About this exercise :: An exact copy of every entry is needed, with the images left out.

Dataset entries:
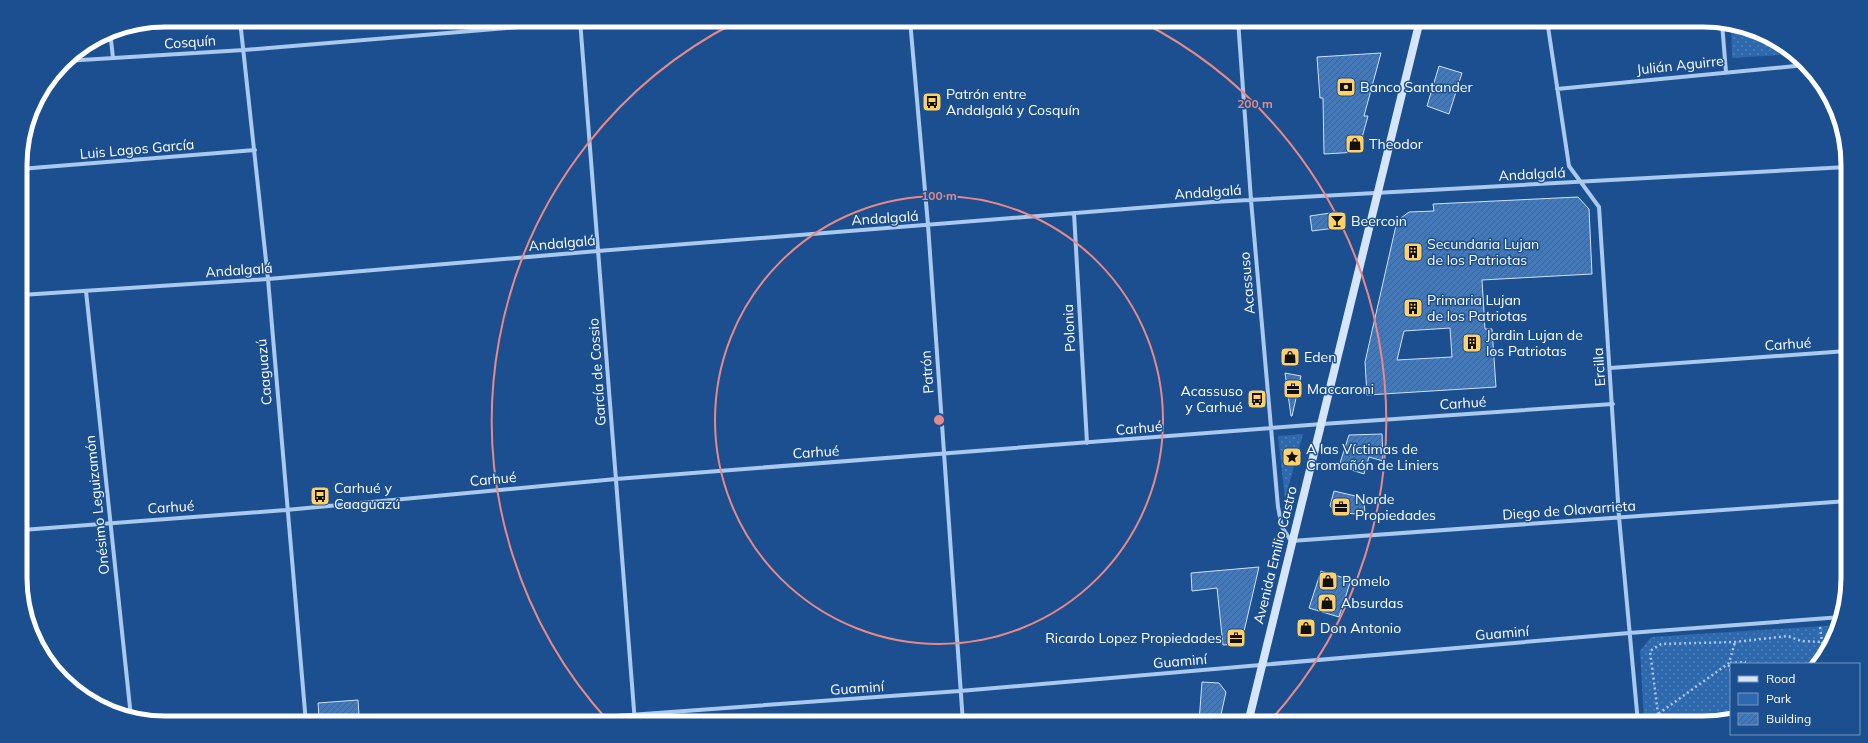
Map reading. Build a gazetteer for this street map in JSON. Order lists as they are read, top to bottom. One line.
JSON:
{"streets":{"main road":["Avenida Emilio Castro"],"street":["Cosquín","Julián Aguirre","Luis Lagos García","Andalgalá","Acassuso","Polonia","Carhué","Ercilla","Caaguazú","García de Cossio","Patrón","Onésimo Leguizamón","Diego de Olavarrieta","Guaminí"]},"crossings":[["Cosquín","Caaguazú"],["Julián Aguirre","Ercilla"],["Luis Lagos García","Caaguazú"],["Andalgalá","Acassuso"],["Andalgalá","Polonia"],["Andalgalá","Ercilla"],["Andalgalá","Caaguazú"],["Andalgalá","García de Cossio"],["Andalgalá","Patrón"],["Andalgalá","Onésimo Leguizamón"],["Andalgalá","Avenida Emilio Castro"],["Acassuso","Carhué"],["Acassuso","Diego de Olavarrieta"],["Acassuso","Avenida Emilio Castro"],["Polonia","Carhué"],["Carhué","Ercilla"],["Carhué","Caaguazú"],["Carhué","García de Cossio"],["Carhué","Patrón"],["Carhué","Onésimo Leguizamón"],["Carhué","Avenida Emilio Castro"],["Ercilla","Diego de Olavarrieta"],["Ercilla","Guaminí"],["García de Cossio","Guaminí"],["Patrón","Guaminí"],["Diego de Olavarrieta","Avenida Emilio Castro"],["Avenida Emilio Castro","Guaminí"]],"places":{"bank":["Banco Santander"],"bus stop":["Patrón entre Andalgalá y Cosquín","Acassuso y Carhué","Carhué y Caaguazú"],"shop":["Theodor","Eden","Pomelo","Absurdas","Don Antonio"],"bar":["Beercoin"],"building":["Secundaria Lujan de los Patriotas","Primaria Lujan de los Patriotas","Jardin Lujan de los Patriotas"],"office":["Maccaroni","Norde Propiedades","Ricardo Lopez Propiedades"],"place":["A las Víctimas de Cromañón de Liniers"]},"legend":["Road","Park","Building"],"rings":["200 m","100 m"]}
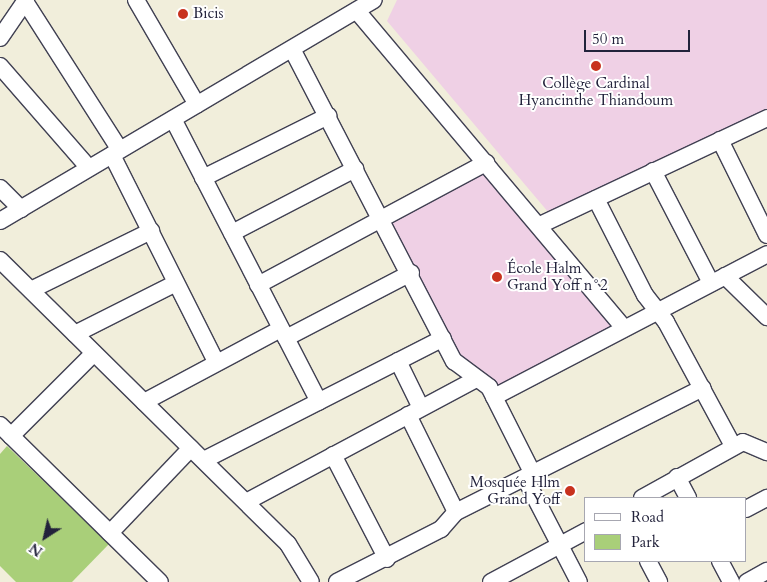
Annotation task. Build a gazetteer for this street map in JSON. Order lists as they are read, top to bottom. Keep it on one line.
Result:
{"places":["Bicis","Collège Cardinal Hyancinthe Thiandoum","École Halm Grand Yoff n°2","Mosquée Hlm Grand Yoff"],"legend":["Road","Park"],"scale_bar":"50 m","north":"bottom left"}
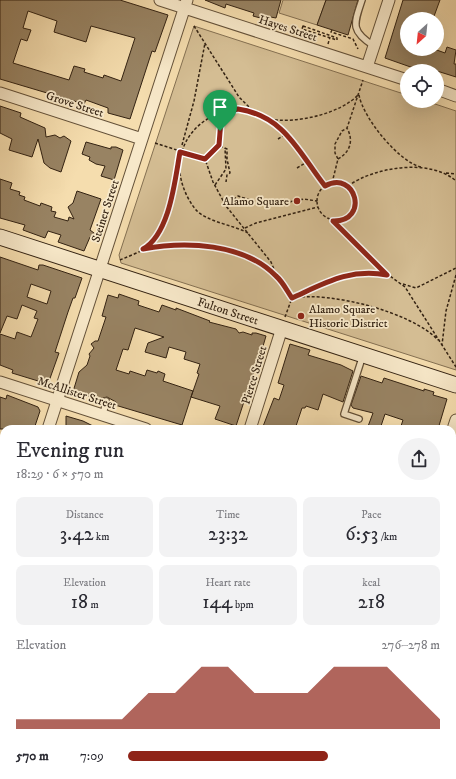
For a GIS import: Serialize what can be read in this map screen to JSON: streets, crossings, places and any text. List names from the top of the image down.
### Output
{
  "streets": {
    "street": [
      "Hayes Street",
      "Grove Street",
      "Steiner Street",
      "Fulton Street",
      "Pierce Street",
      "McAllister Street"
    ]
  },
  "crossings": [
    ["Hayes Street", "Steiner Street"],
    ["Grove Street", "Steiner Street"],
    ["Steiner Street", "Fulton Street"],
    ["Steiner Street", "McAllister Street"],
    ["Fulton Street", "Pierce Street"]
  ],
  "places": ["Alamo Square", "Alamo Square Historic District"],
  "north": "bottom left",
  "page": {
    "heading": ["Evening run", "18:29 · 6 × 570 m"],
    "stats": [
      ["Distance", "3.42 km"],
      ["Time", "23:32"],
      ["Pace", "6:53 /km"],
      ["Elevation", "18 m"],
      ["Heart rate", "144 bpm"],
      ["kcal", "218"]
    ],
    "chart": ["Elevation", "276–278 m"],
    "list": [
      {
        "name": "570 m",
        "note": "7:09"
      }
    ]
  }
}
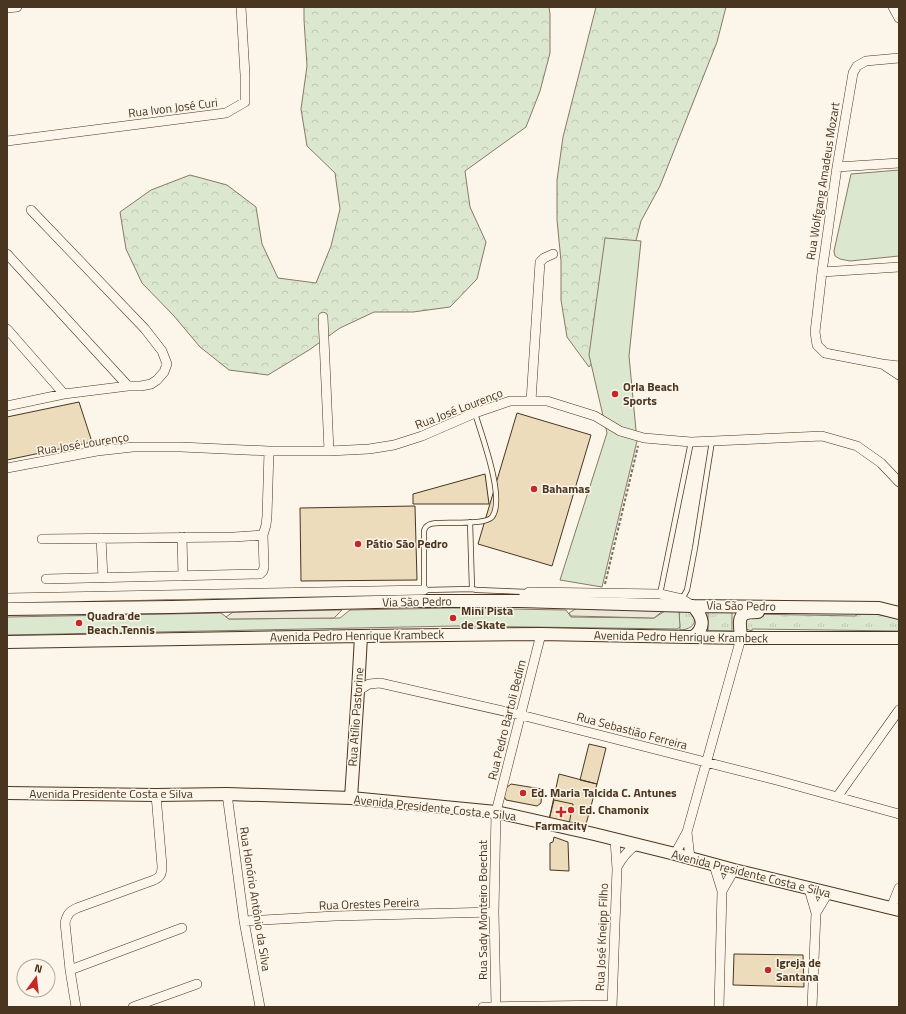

Result below ::
Map reading. Build a gazetteer for this street map in JSON. Order lists as they are read, top to bottom. One line.
JSON:
{"streets":{"main road":["Avenida Emilio Castro"],"street":["Cosquín","Julián Aguirre","Luis Lagos García","Andalgalá","Acassuso","Polonia","Carhué","Ercilla","Caaguazú","García de Cossio","Patrón","Onésimo Leguizamón","Diego de Olavarrieta","Guaminí"]},"crossings":[["Cosquín","Caaguazú"],["Julián Aguirre","Ercilla"],["Luis Lagos García","Caaguazú"],["Andalgalá","Acassuso"],["Andalgalá","Polonia"],["Andalgalá","Ercilla"],["Andalgalá","Caaguazú"],["Andalgalá","García de Cossio"],["Andalgalá","Patrón"],["Andalgalá","Onésimo Leguizamón"],["Andalgalá","Avenida Emilio Castro"],["Acassuso","Carhué"],["Acassuso","Diego de Olavarrieta"],["Acassuso","Avenida Emilio Castro"],["Polonia","Carhué"],["Carhué","Ercilla"],["Carhué","Caaguazú"],["Carhué","García de Cossio"],["Carhué","Patrón"],["Carhué","Onésimo Leguizamón"],["Carhué","Avenida Emilio Castro"],["Ercilla","Diego de Olavarrieta"],["Ercilla","Guaminí"],["García de Cossio","Guaminí"],["Patrón","Guaminí"],["Diego de Olavarrieta","Avenida Emilio Castro"],["Avenida Emilio Castro","Guaminí"]],"places":{"bank":["Banco Santander"],"bus stop":["Patrón entre Andalgalá y Cosquín","Acassuso y Carhué","Carhué y Caaguazú"],"shop":["Theodor","Eden","Pomelo","Absurdas","Don Antonio"],"bar":["Beercoin"],"building":["Secundaria Lujan de los Patriotas","Primaria Lujan de los Patriotas","Jardin Lujan de los Patriotas"],"office":["Maccaroni","Norde Propiedades","Ricardo Lopez Propiedades"],"place":["A las Víctimas de Cromañón de Liniers"]},"legend":["Road","Park","Building"],"rings":["200 m","100 m"]}
Annotation task. Build a gazetteer for this street map in JSON. Order lists as they are read, top to bottom. Keep it on one line.
Result:
{"places":["Bicis","Collège Cardinal Hyancinthe Thiandoum","École Halm Grand Yoff n°2","Mosquée Hlm Grand Yoff"],"legend":["Road","Park"],"scale_bar":"50 m","north":"bottom left"}
For a GIS import: Serialize what can be read in this map screen to JSON: streets, crossings, places and any text. List names from the top of the image down.
### Output
{
  "streets": {
    "street": [
      "Hayes Street",
      "Grove Street",
      "Steiner Street",
      "Fulton Street",
      "Pierce Street",
      "McAllister Street"
    ]
  },
  "crossings": [
    ["Hayes Street", "Steiner Street"],
    ["Grove Street", "Steiner Street"],
    ["Steiner Street", "Fulton Street"],
    ["Steiner Street", "McAllister Street"],
    ["Fulton Street", "Pierce Street"]
  ],
  "places": ["Alamo Square", "Alamo Square Historic District"],
  "north": "bottom left",
  "page": {
    "heading": ["Evening run", "18:29 · 6 × 570 m"],
    "stats": [
      ["Distance", "3.42 km"],
      ["Time", "23:32"],
      ["Pace", "6:53 /km"],
      ["Elevation", "18 m"],
      ["Heart rate", "144 bpm"],
      ["kcal", "218"]
    ],
    "chart": ["Elevation", "276–278 m"],
    "list": [
      {
        "name": "570 m",
        "note": "7:09"
      }
    ]
  }
}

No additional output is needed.